Marriage Equality Is On the Senate Floor This Week & It Affects Everyone
The preservation of marriage equality on the federal level is up for review this week. On November 16, 2022, the Senate voted to proceed with a full vote on proposed legislation to enshrine marriage equality, one of the first agenda items raised by Democrats following the midterm elections. The Respect for Marriage Act, also known as RFMA, is a bipartisan bill proposed by Congress in July to repeal DOMA (the Defense of Marriage Act).
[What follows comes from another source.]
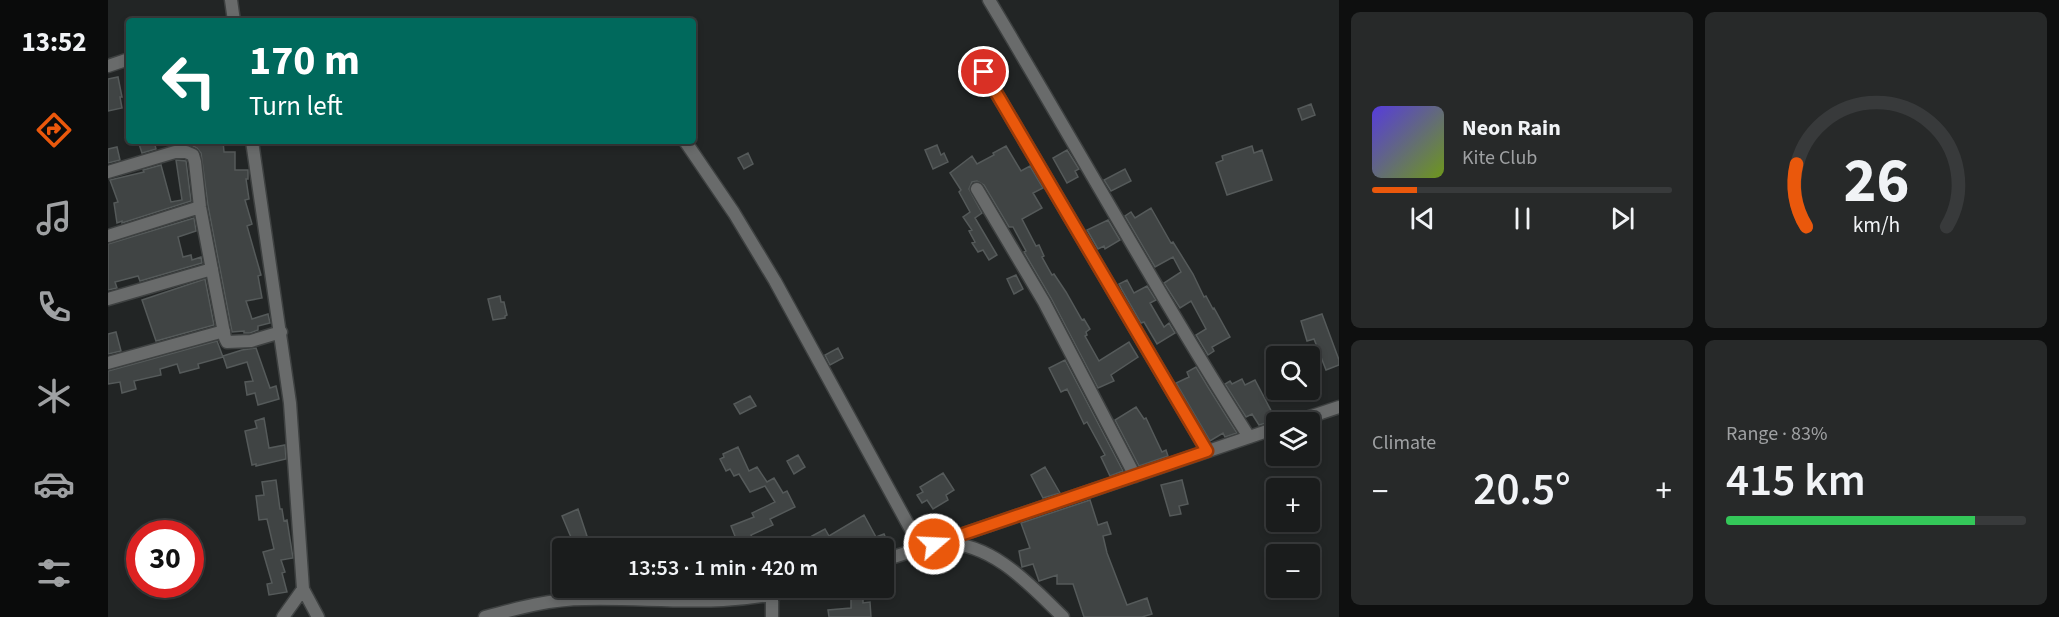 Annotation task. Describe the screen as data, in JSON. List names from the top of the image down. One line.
{"page":{"tabs":"13:52","turn":["170 m","Turn left"],"song":["Neon Rain","Kite Club"],"tile":["Climate",["Range · 83%","415 km"]],"map_buttons":["+","−"],"heat":["−","20.5°","+"],"limit":"30","trip":"13:53 · 1 min · 420 m","gauge":["26","km/h"]}}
The vote by senators this week is critical for several reasons. DOMA, which was passed in 1996 under President Clinton, allowed states to deny federal rights to same-sex couples. It reads: "Marriage in the United States shall consist only of the union of a man and a woman. Neither this Constitution, nor the Constitution of any State, nor State or Federal law, shall be construed to require that marital status or the legal incidents thereof be conferred upon unmarried couples or groups."
It thereby implied same-sex couples can be denied certain marital rights by the state. Examples include inheritance rights, health insurance policies, and even hospital visitation rights. The Respect for Marriage Act would, among other things, repeal DOMA, and make both same-sex and interracial marriages "valid in the place where entered into."
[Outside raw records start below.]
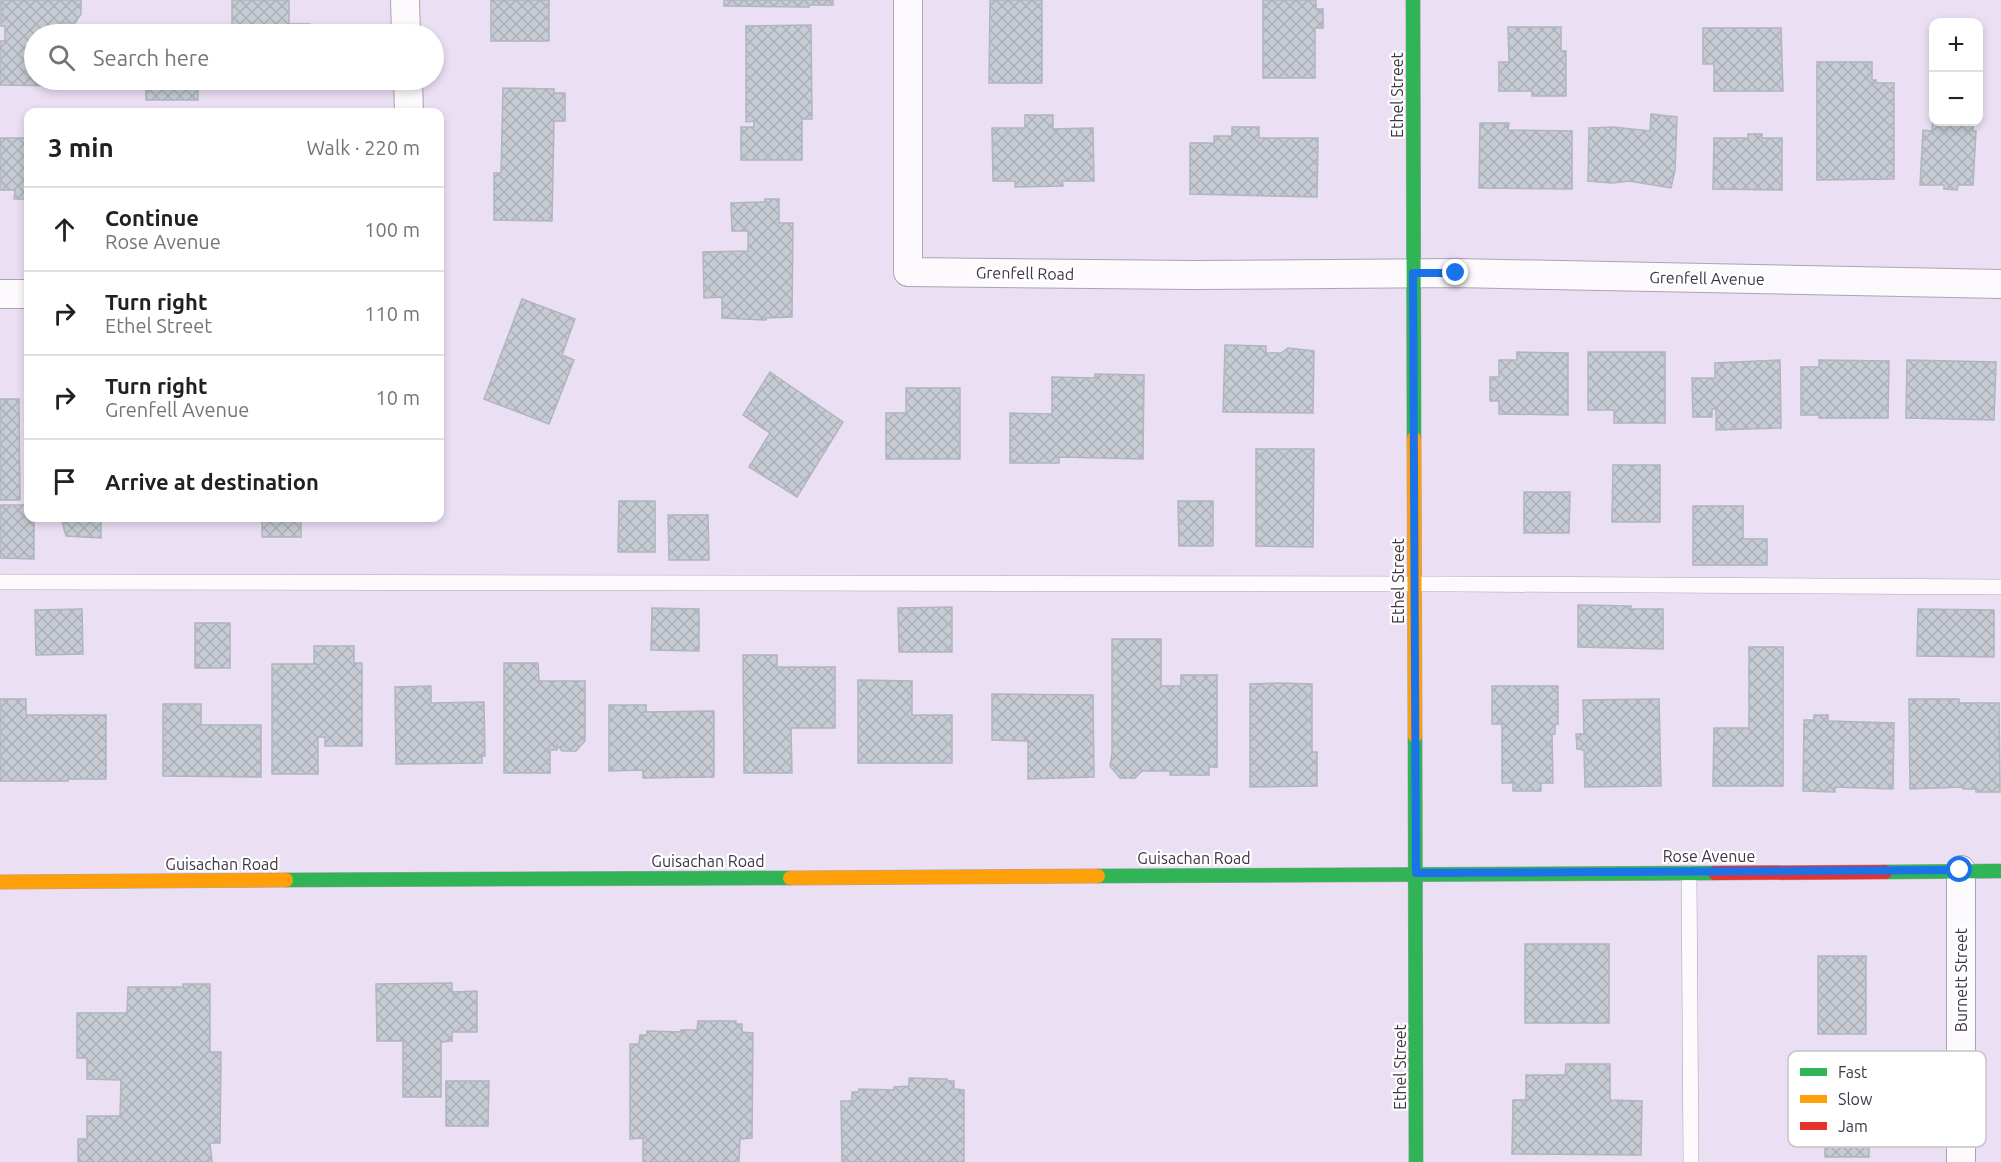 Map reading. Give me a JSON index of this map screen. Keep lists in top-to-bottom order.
{
  "streets": {
    "street": [
      "Ethel Street",
      "Grenfell Road",
      "Grenfell Avenue",
      "Rose Avenue",
      "Guisachan Road",
      "Burnett Street"
    ]
  },
  "crossings": [
    ["Ethel Street", "Grenfell Road"],
    ["Ethel Street", "Grenfell Avenue"],
    ["Ethel Street", "Rose Avenue"],
    ["Ethel Street", "Guisachan Road"],
    ["Grenfell Road", "Grenfell Avenue"],
    ["Rose Avenue", "Guisachan Road"],
    ["Rose Avenue", "Burnett Street"]
  ],
  "legend": ["Fast", "Slow", "Jam"],
  "page": {
    "map_buttons": ["+", "−"],
    "search": "Search here",
    "heading": ["3 min", "Walk · 220 m"],
    "list": [
      ["Continue", "Rose Avenue", "100 m"],
      ["Turn right", "Ethel Street", "110 m"],
      ["Turn right", "Grenfell Avenue", "10 m"],
      "Arrive at destination"
    ]
  }
}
According to Gallup's most recent polling held in May 2022, about 7 in 10 Americans are in favor of same-sex marriage–a stark contrast from 70% of respondents opposing same-sex marriage in 1996 when DOMA was signed. Here, The Knot breaks down the exact timeline of events this week as the bill hits the floor and what to anticipate next.
The Introduction of RFMA
Timeline: July 2022
The bill (H.R. 8404, S. 4556) was first proposed after Roe v. Wade was overturned by the Supreme Court in June–a somber reminder that not all rights are protected. When RFMA was first cleared by the House, 47 Republicans supported its legislation. Presuming it returns to the House, the bill will require similar support.
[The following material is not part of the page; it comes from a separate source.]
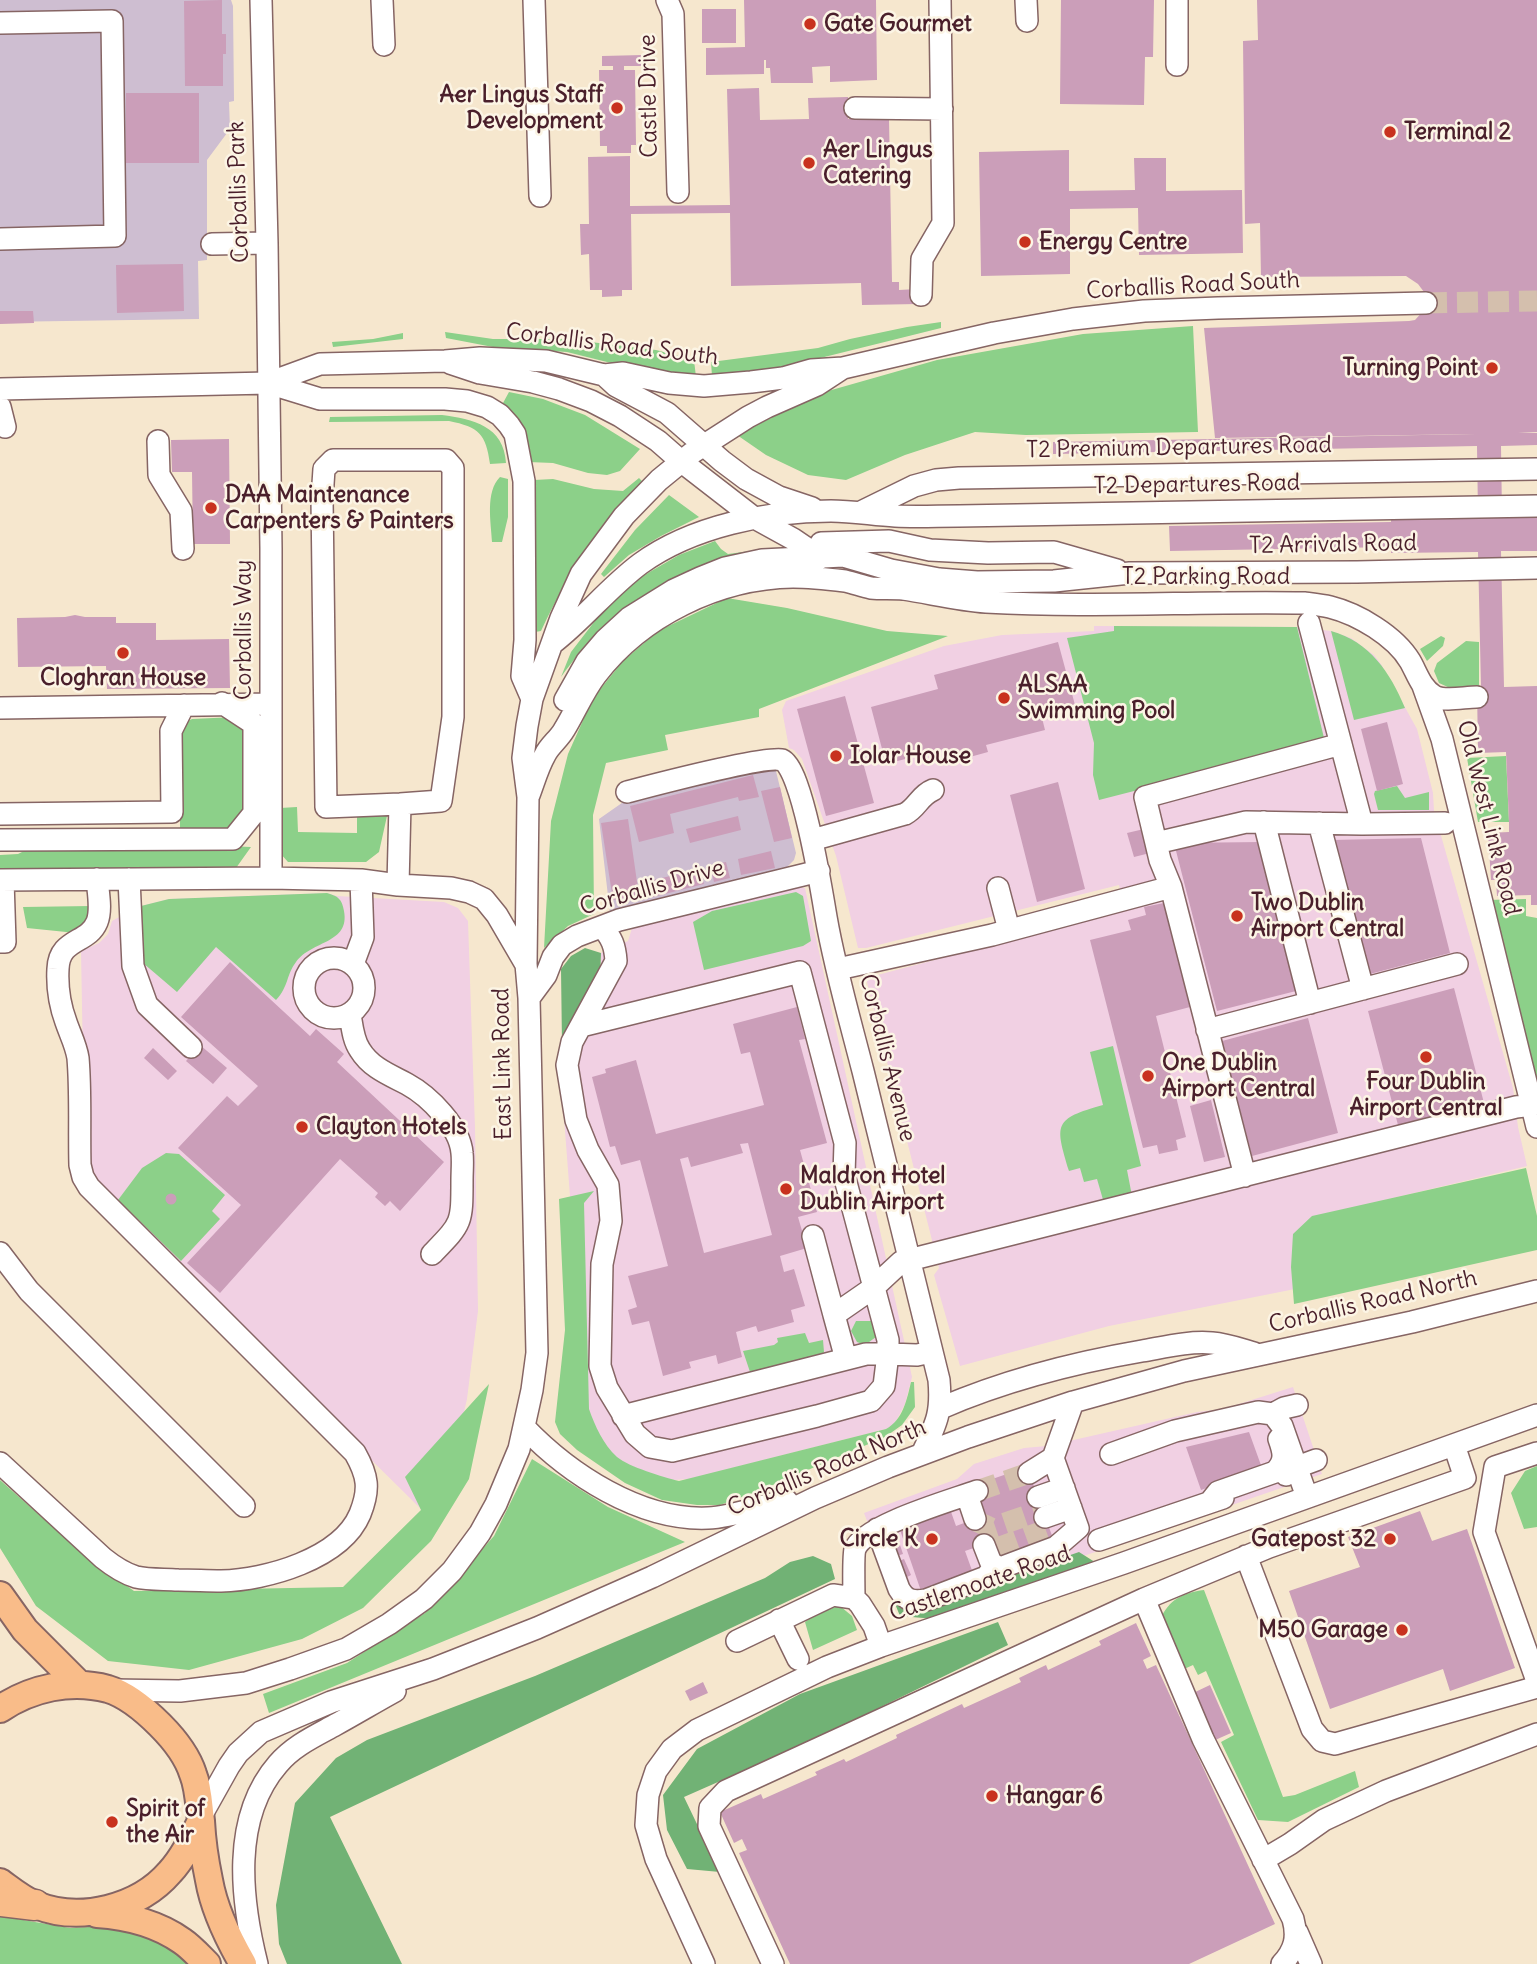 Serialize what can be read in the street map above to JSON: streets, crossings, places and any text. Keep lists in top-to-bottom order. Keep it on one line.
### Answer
{"streets":{"street":["Castle Drive","Corballis Park","Corballis Road South","T2 Premium Departures Road","T2 Departures Road","T2 Arrivals Road","T2 Parking Road","Corballis Way","Old West Link Road","Corballis Drive","Corballis Avenue","East Link Road","Corballis Road North","Castlemoate Road"]},"crossings":[["Corballis Park","Corballis Road South"],["Corballis Park","Corballis Way"],["Corballis Park","East Link Road"],["Corballis Road South","T2 Parking Road"],["Corballis Road South","Corballis Way"],["Corballis Road South","East Link Road"],["T2 Premium Departures Road","T2 Departures Road"],["T2 Arrivals Road","T2 Parking Road"],["T2 Parking Road","Old West Link Road"],["T2 Parking Road","East Link Road"],["Corballis Way","East Link Road"],["Corballis Drive","Corballis Avenue"],["Corballis Drive","East Link Road"],["Corballis Avenue","Corballis Road North"]],"places":["Gate Gourmet","Aer Lingus Staff Development","Terminal 2","Aer Lingus Catering","Energy Centre","Turning Point","DAA Maintenance Carpenters & Painters","Cloghran House","ALSAA Swimming Pool","Iolar House","Two Dublin Airport Central","Four Dublin Airport Central","One Dublin Airport Central","Clayton Hotels","Maldron Hotel Dublin Airport","Circle K","Gatepost 32","M50 Garage","Hangar 6","Spirit of the Air"]}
Timeline: Through Midterm Elections 2022
Senate Majority Leader Chuck Schumer (Dem., New York) agreed to hold the vote until early November once midterm elections were held. It was, again, one of the first agenda items presented after midterms.
The Senate Sets the Date
Timeline: November 14, 2022
On Monday, Senator Schumer moved up the procedural vote after five bipartisan senators debuted an amendment to the bill protecting the autonomy of religious groups. The amendment protects the liberties of nonprofit religious groups and organizations.
The Procedural Vote
Timeline: November 16, 2022
The Senate moved forward with a procedural vote, oftentimes known as a test vote prior to legislation moving to debate, followed by a final vote. Sixty votes were required for the bill to proceed to the Senate's upper chamber with 10 Republican votes needed. The outcome told a new story: 62 to 37 votes were cast in support of legislation to move forward to a full vote.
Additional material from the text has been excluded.